== PROVIDED DATA

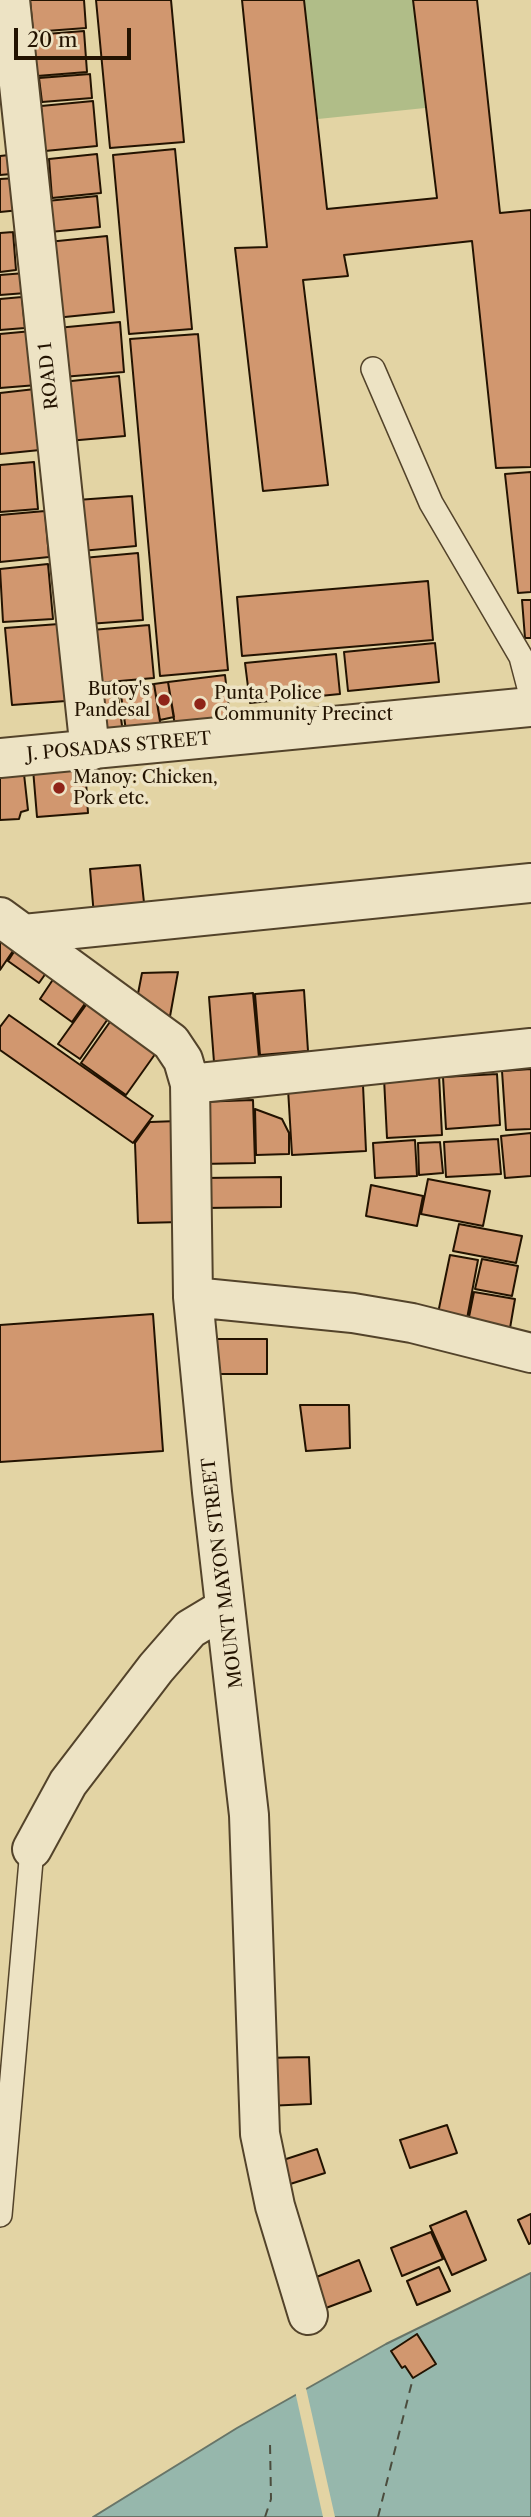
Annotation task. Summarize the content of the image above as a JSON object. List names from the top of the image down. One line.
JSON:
{"streets":{"street":["ROAD 1","J. POSADAS STREET","MOUNT MAYON STREET"]},"crossings":[["ROAD 1","J. POSADAS STREET"]],"places":["Butoy's Pandesal","Punta Police Community Precinct","Manoy: Chicken, Pork etc."],"scale_bar":"20 m"}
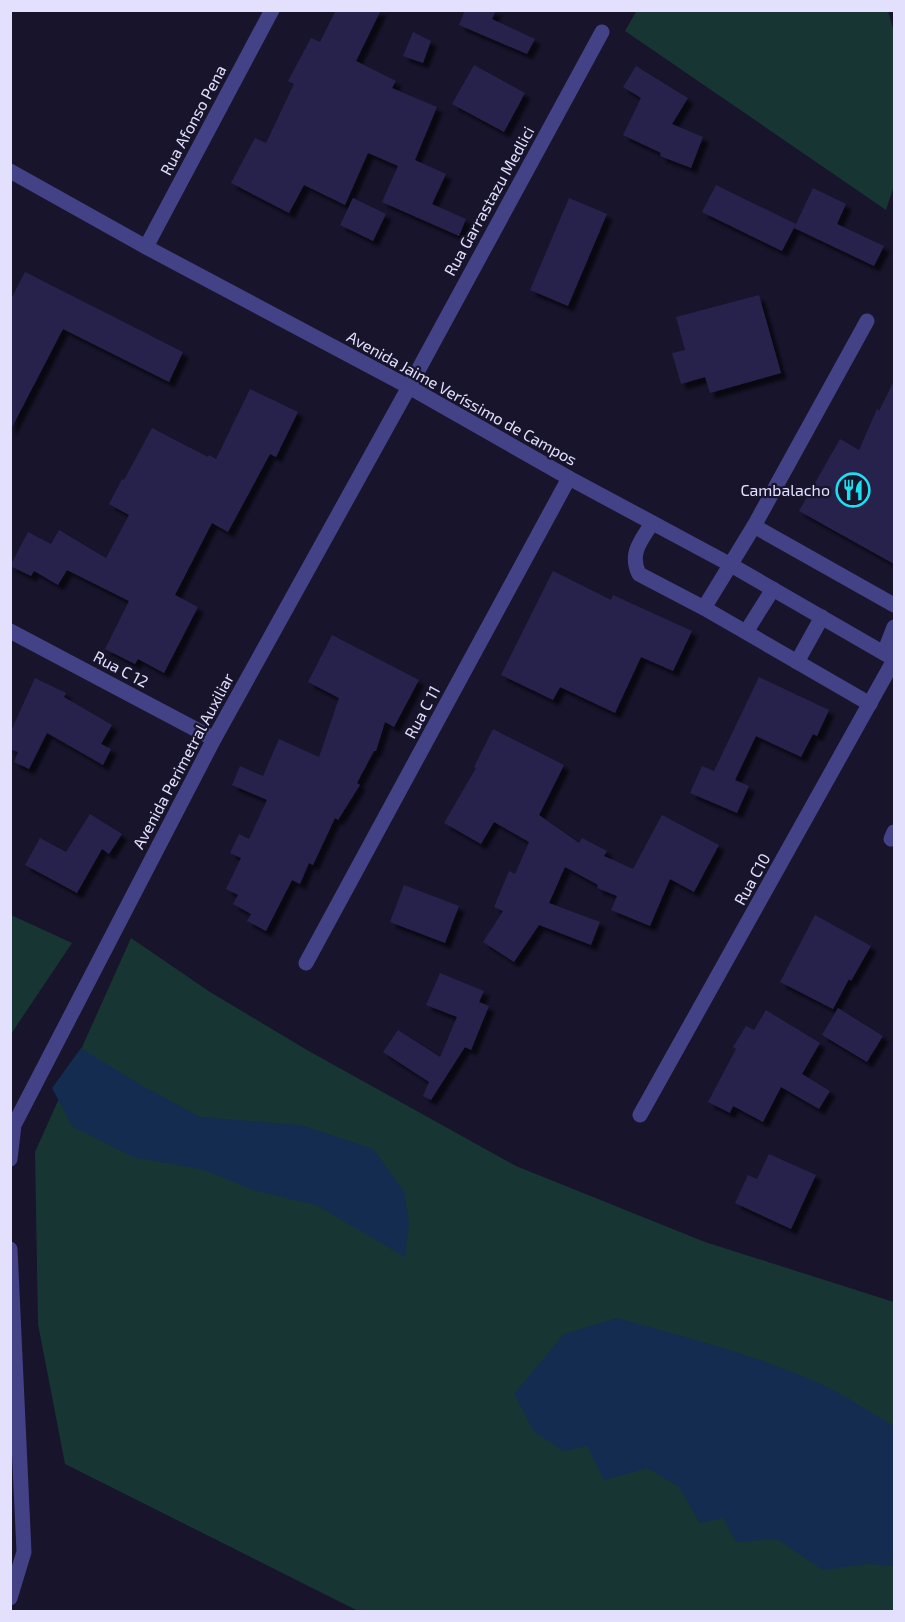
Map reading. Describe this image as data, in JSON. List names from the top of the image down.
{
  "streets": {
    "street": [
      "Rua Afonso Pena",
      "Rua Garrastazu Medlici",
      "Avenida Jaime Veríssimo de Campos",
      "Rua C 12",
      "Rua C 11",
      "Avenida Perimetral Auxiliar",
      "Rua C10"
    ]
  },
  "crossings": [
    ["Rua Afonso Pena", "Avenida Jaime Veríssimo de Campos"],
    ["Rua Garrastazu Medlici", "Avenida Jaime Veríssimo de Campos"],
    ["Rua Garrastazu Medlici", "Avenida Perimetral Auxiliar"],
    ["Avenida Jaime Veríssimo de Campos", "Rua C 11"],
    ["Avenida Jaime Veríssimo de Campos", "Avenida Perimetral Auxiliar"],
    ["Avenida Jaime Veríssimo de Campos", "Rua C10"],
    ["Rua C 12", "Avenida Perimetral Auxiliar"]
  ],
  "places": {
    "restaurant": ["Cambalacho"]
  }
}
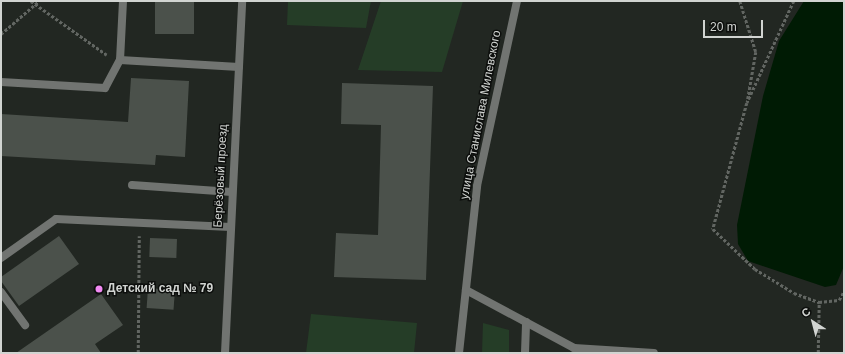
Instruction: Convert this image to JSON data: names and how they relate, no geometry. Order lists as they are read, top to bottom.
{
  "streets": {
    "street": ["улица Станислава Милевского", "Берёзовый проезд"]
  },
  "places": ["Детский сад № 79"],
  "scale_bar": "20 m",
  "north": "top left"
}
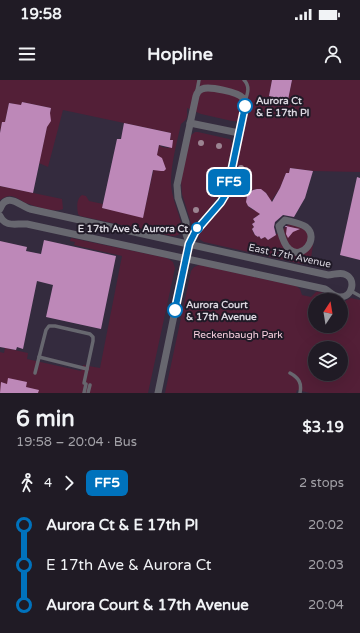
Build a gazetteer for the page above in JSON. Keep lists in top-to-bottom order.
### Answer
{
  "streets": {
    "street": ["East 17th Avenue"]
  },
  "parks": ["Reckenbaugh Park"],
  "places": ["Aurora Ct & E 17th Pl", "E 17th Ave & Aurora Ct", "Aurora Court & 17th Avenue"],
  "lines": ["bus line FF5"],
  "north": "top",
  "page": {
    "status": "19:58",
    "header": "Hopline",
    "on_map": "FF5",
    "heading": ["6 min", "19:58 – 20:04 · Bus", "$3.19"],
    "legs": ["4", "FF5", "2 stops"],
    "list": [
      {
        "name": "Aurora Ct & E 17th Pl",
        "value": "20:02"
      },
      {
        "name": "E 17th Ave & Aurora Ct",
        "value": "20:03"
      },
      {
        "name": "Aurora Court & 17th Avenue",
        "value": "20:04"
      }
    ]
  }
}
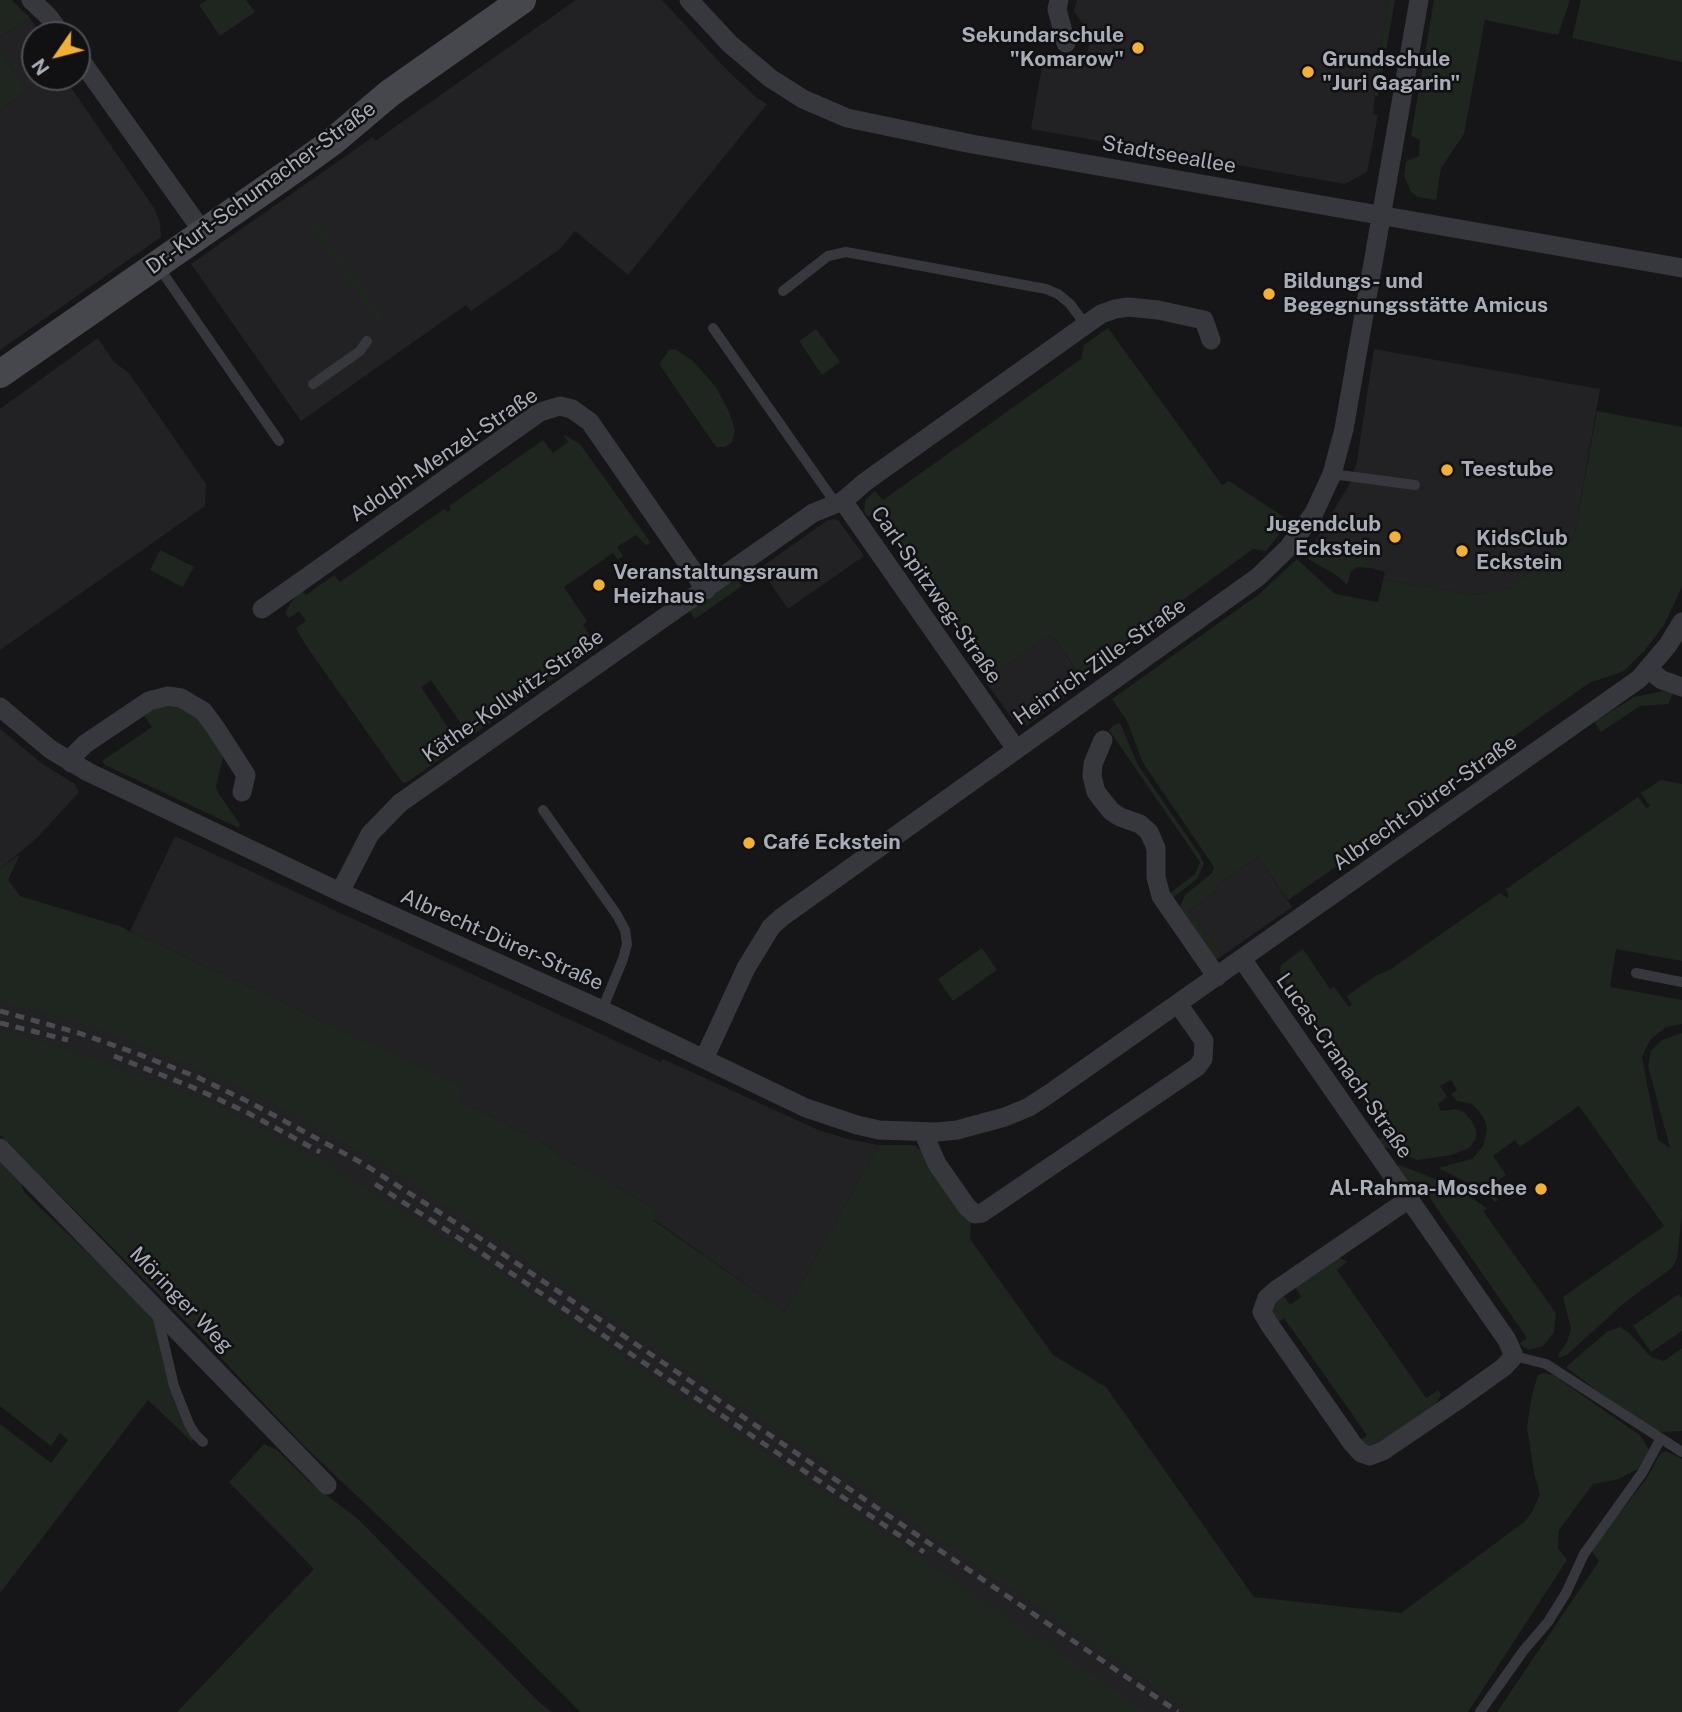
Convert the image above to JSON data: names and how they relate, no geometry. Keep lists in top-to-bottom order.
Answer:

====

**YOUR TASK**
Using the data above, copy each line that contains "Keep".

**ANSWER SECTION**
Build a gazetteer for the page above in JSON. Keep lists in top-to-bottom order.
Convert the image above to JSON data: names and how they relate, no geometry. Keep lists in top-to-bottom order.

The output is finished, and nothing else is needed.